[[ DATA EXCERPTS, beginning ]]

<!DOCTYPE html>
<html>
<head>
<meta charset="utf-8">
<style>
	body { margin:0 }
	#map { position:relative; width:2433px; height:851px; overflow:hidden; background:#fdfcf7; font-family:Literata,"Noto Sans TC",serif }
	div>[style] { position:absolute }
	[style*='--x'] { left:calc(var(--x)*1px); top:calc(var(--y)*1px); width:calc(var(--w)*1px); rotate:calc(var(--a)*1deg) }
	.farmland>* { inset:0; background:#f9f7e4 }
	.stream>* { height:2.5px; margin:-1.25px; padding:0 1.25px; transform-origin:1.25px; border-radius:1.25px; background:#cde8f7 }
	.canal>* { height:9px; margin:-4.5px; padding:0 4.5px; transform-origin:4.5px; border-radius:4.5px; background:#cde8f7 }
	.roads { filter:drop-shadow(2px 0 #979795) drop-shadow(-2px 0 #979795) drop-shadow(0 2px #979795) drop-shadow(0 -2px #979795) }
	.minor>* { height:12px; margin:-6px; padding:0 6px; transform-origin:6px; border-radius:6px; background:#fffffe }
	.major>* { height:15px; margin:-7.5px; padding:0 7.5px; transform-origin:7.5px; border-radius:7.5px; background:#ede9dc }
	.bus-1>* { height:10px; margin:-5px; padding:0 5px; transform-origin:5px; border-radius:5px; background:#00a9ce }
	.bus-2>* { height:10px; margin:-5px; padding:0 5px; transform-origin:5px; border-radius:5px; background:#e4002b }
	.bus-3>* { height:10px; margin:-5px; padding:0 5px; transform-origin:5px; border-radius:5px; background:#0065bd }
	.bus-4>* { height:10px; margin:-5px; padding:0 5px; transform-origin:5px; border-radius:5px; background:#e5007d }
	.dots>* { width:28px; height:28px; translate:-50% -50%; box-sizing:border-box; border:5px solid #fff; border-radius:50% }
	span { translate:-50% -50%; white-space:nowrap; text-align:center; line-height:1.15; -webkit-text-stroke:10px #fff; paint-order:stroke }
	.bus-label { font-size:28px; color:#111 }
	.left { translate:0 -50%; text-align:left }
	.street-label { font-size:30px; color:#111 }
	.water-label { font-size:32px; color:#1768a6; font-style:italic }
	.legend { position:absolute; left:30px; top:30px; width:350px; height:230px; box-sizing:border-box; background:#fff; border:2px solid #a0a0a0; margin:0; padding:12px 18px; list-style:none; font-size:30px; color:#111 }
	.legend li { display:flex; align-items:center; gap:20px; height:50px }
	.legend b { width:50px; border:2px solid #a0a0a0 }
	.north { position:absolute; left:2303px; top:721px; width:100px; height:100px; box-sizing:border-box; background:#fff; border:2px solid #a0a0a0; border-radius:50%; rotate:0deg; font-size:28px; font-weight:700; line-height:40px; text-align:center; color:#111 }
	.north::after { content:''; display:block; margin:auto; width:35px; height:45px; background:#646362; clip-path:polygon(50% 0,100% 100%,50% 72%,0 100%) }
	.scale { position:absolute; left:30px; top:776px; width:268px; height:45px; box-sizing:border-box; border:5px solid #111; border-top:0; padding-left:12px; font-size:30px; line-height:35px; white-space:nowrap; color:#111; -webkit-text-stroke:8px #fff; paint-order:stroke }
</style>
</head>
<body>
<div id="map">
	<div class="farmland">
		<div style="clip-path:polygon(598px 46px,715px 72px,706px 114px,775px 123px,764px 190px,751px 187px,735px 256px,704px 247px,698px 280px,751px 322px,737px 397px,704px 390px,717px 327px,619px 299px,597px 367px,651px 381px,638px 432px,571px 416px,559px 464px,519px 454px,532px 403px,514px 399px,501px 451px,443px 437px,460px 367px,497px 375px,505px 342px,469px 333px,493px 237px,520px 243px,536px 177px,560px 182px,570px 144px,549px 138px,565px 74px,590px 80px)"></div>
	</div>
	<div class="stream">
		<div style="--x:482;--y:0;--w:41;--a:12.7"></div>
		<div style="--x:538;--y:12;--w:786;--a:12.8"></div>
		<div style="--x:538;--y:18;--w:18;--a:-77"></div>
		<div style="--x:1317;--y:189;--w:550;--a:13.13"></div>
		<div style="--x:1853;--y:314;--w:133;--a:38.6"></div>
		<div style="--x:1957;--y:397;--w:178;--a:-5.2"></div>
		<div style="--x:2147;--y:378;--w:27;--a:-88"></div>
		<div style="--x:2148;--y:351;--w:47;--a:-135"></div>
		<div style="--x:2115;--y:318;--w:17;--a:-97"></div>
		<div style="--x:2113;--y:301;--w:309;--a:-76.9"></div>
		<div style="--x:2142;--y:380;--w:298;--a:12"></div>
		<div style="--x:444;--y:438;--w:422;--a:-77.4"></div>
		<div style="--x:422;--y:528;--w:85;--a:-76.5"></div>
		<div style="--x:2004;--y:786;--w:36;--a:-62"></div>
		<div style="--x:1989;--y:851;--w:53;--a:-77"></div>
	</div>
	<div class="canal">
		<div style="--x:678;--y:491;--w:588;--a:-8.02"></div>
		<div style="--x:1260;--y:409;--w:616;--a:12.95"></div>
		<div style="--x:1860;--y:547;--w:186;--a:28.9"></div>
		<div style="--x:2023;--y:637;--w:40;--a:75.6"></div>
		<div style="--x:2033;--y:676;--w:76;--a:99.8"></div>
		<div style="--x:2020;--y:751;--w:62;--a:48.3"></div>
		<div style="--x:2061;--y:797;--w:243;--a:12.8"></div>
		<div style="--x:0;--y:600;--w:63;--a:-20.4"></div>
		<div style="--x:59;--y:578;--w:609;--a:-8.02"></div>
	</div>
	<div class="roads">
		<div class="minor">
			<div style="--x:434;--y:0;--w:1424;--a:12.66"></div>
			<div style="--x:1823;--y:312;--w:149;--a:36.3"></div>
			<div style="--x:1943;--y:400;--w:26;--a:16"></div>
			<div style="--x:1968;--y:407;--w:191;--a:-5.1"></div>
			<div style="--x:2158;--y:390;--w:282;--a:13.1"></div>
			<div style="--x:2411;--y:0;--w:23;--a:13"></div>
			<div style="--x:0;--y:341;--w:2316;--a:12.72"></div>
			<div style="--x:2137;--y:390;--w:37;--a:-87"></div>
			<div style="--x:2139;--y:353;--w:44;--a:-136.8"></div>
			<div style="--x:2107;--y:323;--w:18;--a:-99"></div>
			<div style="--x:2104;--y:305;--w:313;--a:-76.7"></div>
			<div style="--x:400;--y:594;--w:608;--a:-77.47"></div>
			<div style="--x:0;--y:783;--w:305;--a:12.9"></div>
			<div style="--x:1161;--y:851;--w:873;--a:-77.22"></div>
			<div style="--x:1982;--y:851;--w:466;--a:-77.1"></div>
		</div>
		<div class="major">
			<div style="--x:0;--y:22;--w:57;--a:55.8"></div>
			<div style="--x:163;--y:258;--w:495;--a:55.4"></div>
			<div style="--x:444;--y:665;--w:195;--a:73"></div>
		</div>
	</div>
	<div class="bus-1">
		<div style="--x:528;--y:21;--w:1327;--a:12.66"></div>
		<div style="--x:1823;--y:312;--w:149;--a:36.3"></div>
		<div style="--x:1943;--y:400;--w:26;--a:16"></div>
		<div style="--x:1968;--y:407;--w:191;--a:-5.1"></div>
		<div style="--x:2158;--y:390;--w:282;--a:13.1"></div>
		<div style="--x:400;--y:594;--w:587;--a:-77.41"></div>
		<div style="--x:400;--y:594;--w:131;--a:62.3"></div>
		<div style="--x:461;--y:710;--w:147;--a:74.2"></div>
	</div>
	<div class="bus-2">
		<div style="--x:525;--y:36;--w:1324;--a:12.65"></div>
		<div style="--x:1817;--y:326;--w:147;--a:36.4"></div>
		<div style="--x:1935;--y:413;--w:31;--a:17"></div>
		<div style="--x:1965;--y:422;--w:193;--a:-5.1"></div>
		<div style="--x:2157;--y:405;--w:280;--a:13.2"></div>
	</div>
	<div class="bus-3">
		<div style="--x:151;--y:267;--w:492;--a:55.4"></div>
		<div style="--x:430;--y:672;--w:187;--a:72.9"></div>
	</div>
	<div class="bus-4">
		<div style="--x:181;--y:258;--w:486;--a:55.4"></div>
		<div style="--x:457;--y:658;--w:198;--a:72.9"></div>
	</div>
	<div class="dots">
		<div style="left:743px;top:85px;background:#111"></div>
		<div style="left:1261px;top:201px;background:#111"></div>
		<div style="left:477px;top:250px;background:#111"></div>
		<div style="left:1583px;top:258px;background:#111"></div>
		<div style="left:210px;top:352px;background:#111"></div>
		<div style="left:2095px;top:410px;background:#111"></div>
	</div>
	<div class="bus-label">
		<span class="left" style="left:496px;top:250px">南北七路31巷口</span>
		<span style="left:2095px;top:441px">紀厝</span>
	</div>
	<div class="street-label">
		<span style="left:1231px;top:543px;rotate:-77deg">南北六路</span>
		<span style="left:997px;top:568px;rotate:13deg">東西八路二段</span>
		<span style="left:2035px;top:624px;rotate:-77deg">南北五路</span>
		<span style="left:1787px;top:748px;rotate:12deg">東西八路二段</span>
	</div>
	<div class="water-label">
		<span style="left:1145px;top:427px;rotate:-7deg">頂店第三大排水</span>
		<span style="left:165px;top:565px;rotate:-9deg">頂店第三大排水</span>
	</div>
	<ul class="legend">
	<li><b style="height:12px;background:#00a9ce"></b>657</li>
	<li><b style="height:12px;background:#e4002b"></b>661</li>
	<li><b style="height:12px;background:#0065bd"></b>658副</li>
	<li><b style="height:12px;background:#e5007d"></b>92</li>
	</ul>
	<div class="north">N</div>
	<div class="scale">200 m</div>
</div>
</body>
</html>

[[ DATA EXCERPTS, end ]]
[[ DATA EXCERPTS, beginning ]]

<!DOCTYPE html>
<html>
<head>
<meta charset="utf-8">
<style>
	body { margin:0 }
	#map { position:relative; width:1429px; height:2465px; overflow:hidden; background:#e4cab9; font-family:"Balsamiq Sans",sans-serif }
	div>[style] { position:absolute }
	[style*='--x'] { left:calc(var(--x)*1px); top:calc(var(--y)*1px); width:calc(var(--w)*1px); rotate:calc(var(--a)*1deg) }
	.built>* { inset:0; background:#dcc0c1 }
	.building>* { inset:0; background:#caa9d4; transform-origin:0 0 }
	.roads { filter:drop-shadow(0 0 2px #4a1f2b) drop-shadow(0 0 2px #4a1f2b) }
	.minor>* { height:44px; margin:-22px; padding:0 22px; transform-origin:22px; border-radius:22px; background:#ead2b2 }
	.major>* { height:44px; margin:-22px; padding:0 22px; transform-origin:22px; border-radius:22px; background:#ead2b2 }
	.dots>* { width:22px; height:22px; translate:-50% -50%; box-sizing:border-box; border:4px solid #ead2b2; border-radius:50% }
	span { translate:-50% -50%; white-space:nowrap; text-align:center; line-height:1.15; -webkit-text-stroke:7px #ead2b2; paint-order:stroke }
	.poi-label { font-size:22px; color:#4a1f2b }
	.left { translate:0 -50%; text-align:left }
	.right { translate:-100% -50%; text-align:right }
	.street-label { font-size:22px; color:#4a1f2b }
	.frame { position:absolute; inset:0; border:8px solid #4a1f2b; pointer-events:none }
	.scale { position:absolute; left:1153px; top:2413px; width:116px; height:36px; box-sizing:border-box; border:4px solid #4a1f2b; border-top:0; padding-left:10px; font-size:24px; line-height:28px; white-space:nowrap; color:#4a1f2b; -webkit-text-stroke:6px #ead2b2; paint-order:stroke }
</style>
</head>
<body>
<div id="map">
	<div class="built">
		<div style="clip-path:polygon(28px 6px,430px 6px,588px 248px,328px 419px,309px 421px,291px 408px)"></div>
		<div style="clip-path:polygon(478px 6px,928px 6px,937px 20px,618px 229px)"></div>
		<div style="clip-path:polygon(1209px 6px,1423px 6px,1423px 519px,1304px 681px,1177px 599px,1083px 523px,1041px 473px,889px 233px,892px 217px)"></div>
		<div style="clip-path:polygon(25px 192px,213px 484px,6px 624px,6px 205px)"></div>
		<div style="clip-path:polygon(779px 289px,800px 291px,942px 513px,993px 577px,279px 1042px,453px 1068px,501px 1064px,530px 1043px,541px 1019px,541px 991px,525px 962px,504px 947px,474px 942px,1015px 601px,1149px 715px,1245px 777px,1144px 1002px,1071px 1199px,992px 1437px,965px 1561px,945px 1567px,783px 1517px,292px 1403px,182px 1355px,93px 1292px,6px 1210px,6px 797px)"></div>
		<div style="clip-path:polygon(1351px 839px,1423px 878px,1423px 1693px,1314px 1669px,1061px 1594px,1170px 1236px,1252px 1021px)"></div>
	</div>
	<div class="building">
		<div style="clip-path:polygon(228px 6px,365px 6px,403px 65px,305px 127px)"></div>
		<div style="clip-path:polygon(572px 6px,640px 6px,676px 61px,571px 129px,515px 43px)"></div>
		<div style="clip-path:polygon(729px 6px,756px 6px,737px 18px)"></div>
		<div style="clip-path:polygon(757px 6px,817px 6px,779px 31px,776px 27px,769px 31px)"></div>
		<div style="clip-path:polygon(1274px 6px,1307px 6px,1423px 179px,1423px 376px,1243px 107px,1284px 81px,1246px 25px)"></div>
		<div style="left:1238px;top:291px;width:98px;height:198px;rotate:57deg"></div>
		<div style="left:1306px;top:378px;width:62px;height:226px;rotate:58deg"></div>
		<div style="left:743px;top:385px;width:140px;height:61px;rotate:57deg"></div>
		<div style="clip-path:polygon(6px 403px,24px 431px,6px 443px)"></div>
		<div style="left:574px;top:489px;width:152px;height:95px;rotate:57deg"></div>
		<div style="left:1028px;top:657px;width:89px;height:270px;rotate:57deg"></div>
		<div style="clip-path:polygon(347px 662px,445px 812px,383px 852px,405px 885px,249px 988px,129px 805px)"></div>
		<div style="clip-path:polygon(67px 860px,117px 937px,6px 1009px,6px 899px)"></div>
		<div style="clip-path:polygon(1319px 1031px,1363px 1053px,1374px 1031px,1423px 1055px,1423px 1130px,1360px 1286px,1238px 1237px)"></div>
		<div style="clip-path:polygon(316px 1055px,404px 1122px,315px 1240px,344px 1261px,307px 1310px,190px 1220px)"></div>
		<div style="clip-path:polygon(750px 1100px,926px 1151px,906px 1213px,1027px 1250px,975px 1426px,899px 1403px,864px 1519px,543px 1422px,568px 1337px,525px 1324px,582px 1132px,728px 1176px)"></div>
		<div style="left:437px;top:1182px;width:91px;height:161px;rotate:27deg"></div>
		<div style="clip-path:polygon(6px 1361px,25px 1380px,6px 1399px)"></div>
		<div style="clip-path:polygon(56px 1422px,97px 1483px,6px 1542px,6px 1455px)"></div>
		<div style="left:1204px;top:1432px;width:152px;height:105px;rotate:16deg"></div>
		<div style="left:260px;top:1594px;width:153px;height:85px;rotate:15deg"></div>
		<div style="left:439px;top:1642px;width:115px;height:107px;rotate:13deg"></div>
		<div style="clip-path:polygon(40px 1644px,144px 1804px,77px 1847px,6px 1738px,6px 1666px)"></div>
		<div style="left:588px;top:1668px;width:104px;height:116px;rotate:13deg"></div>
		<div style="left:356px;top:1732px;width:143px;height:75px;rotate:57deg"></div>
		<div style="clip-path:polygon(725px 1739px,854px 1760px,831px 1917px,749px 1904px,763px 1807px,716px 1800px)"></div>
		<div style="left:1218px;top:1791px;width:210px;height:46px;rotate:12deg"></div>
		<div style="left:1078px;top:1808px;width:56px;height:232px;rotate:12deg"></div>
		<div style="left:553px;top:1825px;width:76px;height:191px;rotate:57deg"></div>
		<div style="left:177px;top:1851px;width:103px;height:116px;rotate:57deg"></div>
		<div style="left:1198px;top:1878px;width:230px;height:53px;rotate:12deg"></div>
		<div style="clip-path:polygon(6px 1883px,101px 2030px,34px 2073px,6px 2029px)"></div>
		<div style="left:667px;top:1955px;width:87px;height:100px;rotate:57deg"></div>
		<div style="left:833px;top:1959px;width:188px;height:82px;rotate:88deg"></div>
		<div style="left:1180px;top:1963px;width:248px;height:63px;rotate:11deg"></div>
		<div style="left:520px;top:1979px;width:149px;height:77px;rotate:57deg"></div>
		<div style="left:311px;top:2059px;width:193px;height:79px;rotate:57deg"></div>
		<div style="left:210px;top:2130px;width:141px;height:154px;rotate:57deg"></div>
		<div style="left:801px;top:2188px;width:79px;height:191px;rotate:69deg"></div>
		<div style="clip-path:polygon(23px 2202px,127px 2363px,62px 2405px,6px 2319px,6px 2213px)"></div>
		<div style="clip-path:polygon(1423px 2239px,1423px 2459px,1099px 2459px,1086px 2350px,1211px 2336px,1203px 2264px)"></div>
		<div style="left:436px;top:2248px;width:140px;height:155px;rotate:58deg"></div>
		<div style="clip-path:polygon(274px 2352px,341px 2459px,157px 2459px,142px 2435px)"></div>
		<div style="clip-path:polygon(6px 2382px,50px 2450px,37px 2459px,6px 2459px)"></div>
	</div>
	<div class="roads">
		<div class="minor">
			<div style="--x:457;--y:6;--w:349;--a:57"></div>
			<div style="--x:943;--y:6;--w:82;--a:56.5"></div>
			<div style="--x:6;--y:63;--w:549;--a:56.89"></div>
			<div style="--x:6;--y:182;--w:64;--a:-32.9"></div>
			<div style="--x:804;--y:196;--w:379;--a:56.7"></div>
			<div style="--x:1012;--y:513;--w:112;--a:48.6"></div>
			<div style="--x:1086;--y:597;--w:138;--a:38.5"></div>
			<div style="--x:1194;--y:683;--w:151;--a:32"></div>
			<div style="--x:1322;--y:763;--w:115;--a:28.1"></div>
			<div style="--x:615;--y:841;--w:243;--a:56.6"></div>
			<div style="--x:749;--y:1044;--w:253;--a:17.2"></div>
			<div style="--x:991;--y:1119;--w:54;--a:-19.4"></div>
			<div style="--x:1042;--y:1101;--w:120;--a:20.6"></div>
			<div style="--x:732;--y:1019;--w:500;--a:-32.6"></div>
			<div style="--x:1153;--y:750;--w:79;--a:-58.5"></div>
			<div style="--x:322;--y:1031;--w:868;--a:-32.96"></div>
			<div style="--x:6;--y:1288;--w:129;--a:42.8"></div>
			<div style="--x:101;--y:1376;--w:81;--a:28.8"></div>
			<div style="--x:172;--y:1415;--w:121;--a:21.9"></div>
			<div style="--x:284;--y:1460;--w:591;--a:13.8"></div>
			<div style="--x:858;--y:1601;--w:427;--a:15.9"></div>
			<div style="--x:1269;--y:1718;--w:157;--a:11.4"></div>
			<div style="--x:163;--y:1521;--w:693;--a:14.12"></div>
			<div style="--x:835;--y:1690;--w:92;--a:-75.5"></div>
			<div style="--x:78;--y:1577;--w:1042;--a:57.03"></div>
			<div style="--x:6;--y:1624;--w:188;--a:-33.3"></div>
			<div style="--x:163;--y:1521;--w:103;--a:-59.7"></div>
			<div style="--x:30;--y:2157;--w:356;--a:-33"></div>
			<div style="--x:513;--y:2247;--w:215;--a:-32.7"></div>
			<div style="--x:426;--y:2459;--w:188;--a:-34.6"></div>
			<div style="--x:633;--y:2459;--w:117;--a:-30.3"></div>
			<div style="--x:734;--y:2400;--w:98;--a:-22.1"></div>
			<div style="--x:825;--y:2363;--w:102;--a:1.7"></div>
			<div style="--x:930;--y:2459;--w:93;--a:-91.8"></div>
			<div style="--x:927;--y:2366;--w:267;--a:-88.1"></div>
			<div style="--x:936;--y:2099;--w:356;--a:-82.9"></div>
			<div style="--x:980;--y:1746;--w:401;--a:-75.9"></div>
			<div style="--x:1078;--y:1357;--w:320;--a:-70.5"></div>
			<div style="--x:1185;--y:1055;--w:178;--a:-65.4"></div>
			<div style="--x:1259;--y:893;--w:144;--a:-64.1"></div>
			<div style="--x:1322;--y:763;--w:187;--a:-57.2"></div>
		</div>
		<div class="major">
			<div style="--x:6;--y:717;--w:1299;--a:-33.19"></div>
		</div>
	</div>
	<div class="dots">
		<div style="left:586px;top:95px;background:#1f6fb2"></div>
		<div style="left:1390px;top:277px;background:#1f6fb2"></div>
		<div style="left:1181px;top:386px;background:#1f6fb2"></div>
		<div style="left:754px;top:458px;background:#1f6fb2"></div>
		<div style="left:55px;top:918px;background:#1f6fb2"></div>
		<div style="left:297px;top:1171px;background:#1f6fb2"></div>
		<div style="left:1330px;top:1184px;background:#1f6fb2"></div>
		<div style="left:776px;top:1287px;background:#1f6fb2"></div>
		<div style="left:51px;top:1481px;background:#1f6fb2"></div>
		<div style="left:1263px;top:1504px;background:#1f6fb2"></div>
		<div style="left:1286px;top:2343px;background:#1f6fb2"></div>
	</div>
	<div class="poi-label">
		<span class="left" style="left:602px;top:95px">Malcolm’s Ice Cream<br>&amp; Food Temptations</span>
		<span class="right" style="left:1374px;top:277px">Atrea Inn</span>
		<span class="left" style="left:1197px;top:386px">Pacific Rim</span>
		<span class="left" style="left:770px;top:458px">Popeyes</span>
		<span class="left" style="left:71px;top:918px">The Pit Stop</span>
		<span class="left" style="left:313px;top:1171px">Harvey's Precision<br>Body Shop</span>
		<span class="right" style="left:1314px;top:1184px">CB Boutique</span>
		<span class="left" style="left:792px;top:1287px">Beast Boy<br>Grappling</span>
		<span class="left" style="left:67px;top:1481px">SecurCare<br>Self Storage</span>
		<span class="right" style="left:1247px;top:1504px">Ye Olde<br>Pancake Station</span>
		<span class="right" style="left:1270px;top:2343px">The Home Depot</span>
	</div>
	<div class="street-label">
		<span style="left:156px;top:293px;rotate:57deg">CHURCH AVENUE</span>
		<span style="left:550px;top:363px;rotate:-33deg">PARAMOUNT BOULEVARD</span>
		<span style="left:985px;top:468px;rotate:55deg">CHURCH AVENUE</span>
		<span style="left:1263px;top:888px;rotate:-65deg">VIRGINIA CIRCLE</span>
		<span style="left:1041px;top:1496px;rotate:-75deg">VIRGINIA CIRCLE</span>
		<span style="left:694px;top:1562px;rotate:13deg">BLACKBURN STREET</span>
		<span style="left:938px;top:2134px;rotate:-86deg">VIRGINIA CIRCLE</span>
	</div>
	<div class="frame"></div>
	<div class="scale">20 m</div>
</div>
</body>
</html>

[[ DATA EXCERPTS, end ]]

> _ASSIGNED TASK_:
Each line in the entries above, starting at the line with "height:9px; margin:-4.5px; padding:0" and ending at the line with "text-align:center; line-height:1.15; -webkit-text-stroke:10px", is to be printed exactly, and only those lines.

> _SOLUTION TO THE EXERCISE_:
	.canal>* { height:9px; margin:-4.5px; padding:0 4.5px; transform-origin:4.5px; border-radius:4.5px; background:#cde8f7 }
	.roads { filter:drop-shadow(2px 0 #979795) drop-shadow(-2px 0 #979795) drop-shadow(0 2px #979795) drop-shadow(0 -2px #979795) }
	.minor>* { height:12px; margin:-6px; padding:0 6px; transform-origin:6px; border-radius:6px; background:#fffffe }
	.major>* { height:15px; margin:-7.5px; padding:0 7.5px; transform-origin:7.5px; border-radius:7.5px; background:#ede9dc }
	.bus-1>* { height:10px; margin:-5px; padding:0 5px; transform-origin:5px; border-radius:5px; background:#00a9ce }
	.bus-2>* { height:10px; margin:-5px; padding:0 5px; transform-origin:5px; border-radius:5px; background:#e4002b }
	.bus-3>* { height:10px; margin:-5px; padding:0 5px; transform-origin:5px; border-radius:5px; background:#0065bd }
	.bus-4>* { height:10px; margin:-5px; padding:0 5px; transform-origin:5px; border-radius:5px; background:#e5007d }
	.dots>* { width:28px; height:28px; translate:-50% -50%; box-sizing:border-box; border:5px solid #fff; border-radius:50% }
	span { translate:-50% -50%; white-space:nowrap; text-align:center; line-height:1.15; -webkit-text-stroke:10px #fff; paint-order:stroke }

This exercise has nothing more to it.